TASK DETAILS:
Through the line that contains "position:absolute; left:1538px; top:1185px;", return the data below exactly, starting at its first line; leave the rest out.

START RECORDS SUPPLIED

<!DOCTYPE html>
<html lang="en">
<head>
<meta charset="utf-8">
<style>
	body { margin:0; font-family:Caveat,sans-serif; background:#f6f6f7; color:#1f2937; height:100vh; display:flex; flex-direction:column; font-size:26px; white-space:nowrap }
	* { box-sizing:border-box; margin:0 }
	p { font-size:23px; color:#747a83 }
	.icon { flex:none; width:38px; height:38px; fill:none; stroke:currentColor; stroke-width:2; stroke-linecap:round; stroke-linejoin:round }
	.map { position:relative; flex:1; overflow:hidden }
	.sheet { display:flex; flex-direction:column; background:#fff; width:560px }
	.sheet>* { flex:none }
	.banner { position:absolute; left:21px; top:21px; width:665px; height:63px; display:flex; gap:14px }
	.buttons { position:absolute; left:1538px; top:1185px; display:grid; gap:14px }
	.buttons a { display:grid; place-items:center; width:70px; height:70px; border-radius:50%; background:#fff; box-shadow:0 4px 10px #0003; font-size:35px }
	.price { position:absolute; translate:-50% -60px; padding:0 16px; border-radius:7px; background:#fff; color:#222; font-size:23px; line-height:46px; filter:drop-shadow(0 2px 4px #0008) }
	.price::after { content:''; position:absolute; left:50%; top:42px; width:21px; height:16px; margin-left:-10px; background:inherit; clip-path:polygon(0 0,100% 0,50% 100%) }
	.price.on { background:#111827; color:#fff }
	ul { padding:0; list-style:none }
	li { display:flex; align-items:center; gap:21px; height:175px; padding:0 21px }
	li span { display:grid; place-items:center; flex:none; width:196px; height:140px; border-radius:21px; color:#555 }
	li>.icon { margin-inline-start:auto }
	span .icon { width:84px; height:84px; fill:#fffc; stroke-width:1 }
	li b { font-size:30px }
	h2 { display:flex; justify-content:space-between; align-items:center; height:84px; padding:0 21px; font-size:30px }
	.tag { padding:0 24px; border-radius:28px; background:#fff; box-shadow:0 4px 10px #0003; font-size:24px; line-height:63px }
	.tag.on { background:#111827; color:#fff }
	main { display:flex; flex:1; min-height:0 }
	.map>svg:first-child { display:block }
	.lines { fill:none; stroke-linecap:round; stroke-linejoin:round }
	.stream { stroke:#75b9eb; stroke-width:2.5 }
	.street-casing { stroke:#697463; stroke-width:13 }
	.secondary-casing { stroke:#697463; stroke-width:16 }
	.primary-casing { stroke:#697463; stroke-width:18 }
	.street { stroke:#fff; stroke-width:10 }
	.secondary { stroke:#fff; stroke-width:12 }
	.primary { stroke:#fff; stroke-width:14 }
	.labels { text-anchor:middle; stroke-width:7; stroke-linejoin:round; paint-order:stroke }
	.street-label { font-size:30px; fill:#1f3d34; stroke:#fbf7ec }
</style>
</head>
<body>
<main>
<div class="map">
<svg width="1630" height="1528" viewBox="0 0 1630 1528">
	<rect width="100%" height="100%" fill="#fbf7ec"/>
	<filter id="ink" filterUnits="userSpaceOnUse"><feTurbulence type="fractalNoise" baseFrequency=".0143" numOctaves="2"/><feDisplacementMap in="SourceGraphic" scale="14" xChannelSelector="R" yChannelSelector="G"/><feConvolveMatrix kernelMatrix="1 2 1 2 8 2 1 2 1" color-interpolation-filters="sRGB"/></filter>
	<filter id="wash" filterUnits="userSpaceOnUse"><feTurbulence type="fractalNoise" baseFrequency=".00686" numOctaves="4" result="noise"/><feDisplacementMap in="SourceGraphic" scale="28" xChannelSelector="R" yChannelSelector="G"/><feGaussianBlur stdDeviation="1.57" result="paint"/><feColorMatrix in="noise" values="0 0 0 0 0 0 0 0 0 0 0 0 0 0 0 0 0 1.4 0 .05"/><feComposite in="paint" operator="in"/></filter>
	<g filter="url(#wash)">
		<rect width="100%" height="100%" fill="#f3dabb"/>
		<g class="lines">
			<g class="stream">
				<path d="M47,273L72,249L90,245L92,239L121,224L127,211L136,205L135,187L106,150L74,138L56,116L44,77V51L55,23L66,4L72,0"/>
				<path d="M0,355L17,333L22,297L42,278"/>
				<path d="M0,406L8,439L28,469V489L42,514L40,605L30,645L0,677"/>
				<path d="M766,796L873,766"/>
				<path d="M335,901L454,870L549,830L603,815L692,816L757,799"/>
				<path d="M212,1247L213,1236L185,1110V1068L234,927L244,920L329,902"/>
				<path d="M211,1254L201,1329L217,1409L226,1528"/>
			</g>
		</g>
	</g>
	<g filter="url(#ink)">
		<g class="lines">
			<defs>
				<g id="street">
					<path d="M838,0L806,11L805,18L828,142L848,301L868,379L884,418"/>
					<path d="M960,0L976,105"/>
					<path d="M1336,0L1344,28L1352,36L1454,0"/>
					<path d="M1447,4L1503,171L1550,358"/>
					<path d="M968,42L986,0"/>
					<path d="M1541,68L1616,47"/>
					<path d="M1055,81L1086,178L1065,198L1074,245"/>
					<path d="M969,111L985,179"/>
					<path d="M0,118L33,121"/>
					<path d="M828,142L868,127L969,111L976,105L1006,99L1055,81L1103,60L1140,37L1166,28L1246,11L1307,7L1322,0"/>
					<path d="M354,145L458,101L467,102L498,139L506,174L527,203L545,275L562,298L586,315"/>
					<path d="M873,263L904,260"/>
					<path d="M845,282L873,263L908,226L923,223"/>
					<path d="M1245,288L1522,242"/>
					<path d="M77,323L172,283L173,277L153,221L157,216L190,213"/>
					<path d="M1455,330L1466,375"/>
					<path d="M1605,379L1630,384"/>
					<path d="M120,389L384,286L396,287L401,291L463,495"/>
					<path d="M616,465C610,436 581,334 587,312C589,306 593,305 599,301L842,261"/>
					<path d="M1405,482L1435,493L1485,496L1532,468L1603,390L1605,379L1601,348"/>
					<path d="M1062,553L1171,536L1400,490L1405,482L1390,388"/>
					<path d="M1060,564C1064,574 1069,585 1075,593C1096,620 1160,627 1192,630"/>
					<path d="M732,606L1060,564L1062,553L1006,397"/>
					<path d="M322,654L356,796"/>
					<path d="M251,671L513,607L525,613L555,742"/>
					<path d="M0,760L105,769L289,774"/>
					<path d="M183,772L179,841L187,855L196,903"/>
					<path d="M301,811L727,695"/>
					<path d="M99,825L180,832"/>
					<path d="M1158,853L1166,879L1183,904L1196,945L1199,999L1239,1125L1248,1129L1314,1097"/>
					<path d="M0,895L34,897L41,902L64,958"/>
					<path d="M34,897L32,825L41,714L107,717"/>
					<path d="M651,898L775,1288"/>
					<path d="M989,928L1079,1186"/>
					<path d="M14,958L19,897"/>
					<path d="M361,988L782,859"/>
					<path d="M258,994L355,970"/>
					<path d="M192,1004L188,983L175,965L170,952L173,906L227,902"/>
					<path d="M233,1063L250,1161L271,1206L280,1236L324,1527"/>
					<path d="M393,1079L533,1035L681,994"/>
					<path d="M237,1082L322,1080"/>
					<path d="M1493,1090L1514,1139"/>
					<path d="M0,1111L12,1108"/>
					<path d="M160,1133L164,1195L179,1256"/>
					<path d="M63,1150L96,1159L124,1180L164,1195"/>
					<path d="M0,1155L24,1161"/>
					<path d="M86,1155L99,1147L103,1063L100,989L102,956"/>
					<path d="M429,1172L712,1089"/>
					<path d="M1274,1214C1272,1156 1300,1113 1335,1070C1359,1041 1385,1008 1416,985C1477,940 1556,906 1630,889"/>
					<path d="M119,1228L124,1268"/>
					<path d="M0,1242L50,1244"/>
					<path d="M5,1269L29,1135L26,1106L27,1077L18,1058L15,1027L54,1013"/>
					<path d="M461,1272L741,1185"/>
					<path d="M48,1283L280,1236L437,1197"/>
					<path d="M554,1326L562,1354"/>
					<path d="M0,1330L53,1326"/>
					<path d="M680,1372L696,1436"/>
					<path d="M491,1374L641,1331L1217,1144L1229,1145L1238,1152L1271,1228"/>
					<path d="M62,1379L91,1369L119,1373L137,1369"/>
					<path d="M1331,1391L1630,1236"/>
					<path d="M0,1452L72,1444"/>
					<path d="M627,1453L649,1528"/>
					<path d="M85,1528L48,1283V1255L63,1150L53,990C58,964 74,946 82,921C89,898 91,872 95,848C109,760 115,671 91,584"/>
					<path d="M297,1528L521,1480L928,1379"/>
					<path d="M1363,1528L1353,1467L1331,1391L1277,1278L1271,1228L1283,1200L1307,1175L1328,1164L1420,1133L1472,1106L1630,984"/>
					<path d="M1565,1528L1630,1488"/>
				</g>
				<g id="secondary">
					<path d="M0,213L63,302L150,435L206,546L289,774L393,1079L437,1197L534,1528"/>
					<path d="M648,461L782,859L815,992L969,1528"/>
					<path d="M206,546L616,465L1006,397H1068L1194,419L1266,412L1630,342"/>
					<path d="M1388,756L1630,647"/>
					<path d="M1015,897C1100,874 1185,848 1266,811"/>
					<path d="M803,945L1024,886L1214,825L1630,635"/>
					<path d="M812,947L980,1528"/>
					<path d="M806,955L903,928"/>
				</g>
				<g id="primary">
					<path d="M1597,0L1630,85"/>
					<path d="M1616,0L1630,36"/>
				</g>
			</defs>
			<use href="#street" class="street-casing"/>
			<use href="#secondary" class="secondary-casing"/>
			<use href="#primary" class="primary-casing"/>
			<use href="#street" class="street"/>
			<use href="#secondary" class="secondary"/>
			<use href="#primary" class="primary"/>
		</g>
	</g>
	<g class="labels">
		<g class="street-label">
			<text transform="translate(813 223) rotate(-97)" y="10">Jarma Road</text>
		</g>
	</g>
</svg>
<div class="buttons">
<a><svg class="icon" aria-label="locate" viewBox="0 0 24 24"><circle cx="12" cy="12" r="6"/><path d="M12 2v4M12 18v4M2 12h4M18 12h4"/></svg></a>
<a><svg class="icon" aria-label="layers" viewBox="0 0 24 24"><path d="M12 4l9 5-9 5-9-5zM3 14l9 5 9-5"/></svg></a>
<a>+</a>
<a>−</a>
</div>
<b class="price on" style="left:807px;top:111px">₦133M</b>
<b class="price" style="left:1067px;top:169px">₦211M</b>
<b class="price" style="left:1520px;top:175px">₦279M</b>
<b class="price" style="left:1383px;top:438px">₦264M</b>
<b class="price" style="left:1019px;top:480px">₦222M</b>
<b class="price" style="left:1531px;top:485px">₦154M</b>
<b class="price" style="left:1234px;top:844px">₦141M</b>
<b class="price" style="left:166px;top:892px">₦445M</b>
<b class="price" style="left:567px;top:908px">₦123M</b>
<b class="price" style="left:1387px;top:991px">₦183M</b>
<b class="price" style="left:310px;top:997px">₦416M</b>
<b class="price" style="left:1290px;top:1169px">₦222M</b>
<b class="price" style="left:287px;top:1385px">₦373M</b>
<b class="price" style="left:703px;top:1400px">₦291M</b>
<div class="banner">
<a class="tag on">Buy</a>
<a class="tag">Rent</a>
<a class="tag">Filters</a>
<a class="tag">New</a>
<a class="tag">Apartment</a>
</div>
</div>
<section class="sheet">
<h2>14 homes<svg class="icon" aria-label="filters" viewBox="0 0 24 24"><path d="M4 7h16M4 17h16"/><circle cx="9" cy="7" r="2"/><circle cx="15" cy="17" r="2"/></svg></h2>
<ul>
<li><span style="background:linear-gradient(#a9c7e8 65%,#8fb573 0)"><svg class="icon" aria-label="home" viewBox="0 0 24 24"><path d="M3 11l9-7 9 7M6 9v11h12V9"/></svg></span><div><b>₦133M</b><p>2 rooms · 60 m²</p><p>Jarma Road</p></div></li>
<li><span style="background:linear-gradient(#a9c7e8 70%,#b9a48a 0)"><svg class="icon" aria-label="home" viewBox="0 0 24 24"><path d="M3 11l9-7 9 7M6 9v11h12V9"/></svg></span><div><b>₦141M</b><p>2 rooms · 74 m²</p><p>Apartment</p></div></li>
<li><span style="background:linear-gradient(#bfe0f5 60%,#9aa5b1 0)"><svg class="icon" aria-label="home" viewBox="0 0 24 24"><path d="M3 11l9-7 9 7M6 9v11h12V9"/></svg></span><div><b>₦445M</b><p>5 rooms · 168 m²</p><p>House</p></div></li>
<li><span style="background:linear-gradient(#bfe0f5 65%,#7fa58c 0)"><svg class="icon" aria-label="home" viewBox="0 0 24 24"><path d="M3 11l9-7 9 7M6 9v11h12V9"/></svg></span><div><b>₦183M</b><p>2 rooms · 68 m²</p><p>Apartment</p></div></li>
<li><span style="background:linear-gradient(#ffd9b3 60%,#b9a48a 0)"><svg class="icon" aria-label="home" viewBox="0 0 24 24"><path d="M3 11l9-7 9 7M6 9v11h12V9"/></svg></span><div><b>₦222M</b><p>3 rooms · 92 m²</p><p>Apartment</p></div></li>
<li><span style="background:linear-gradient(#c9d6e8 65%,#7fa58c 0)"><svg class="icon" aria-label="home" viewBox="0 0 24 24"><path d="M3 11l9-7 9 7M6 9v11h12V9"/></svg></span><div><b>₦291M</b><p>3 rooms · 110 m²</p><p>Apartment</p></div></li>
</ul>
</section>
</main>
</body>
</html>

END RECORDS SUPPLIED

RESPONSE TO THIS EXERCISE:
<!DOCTYPE html>
<html lang="en">
<head>
<meta charset="utf-8">
<style>
	body { margin:0; font-family:Caveat,sans-serif; background:#f6f6f7; color:#1f2937; height:100vh; display:flex; flex-direction:column; font-size:26px; white-space:nowrap }
	* { box-sizing:border-box; margin:0 }
	p { font-size:23px; color:#747a83 }
	.icon { flex:none; width:38px; height:38px; fill:none; stroke:currentColor; stroke-width:2; stroke-linecap:round; stroke-linejoin:round }
	.map { position:relative; flex:1; overflow:hidden }
	.sheet { display:flex; flex-direction:column; background:#fff; width:560px }
	.sheet>* { flex:none }
	.banner { position:absolute; left:21px; top:21px; width:665px; height:63px; display:flex; gap:14px }
	.buttons { position:absolute; left:1538px; top:1185px; display:grid; gap:14px }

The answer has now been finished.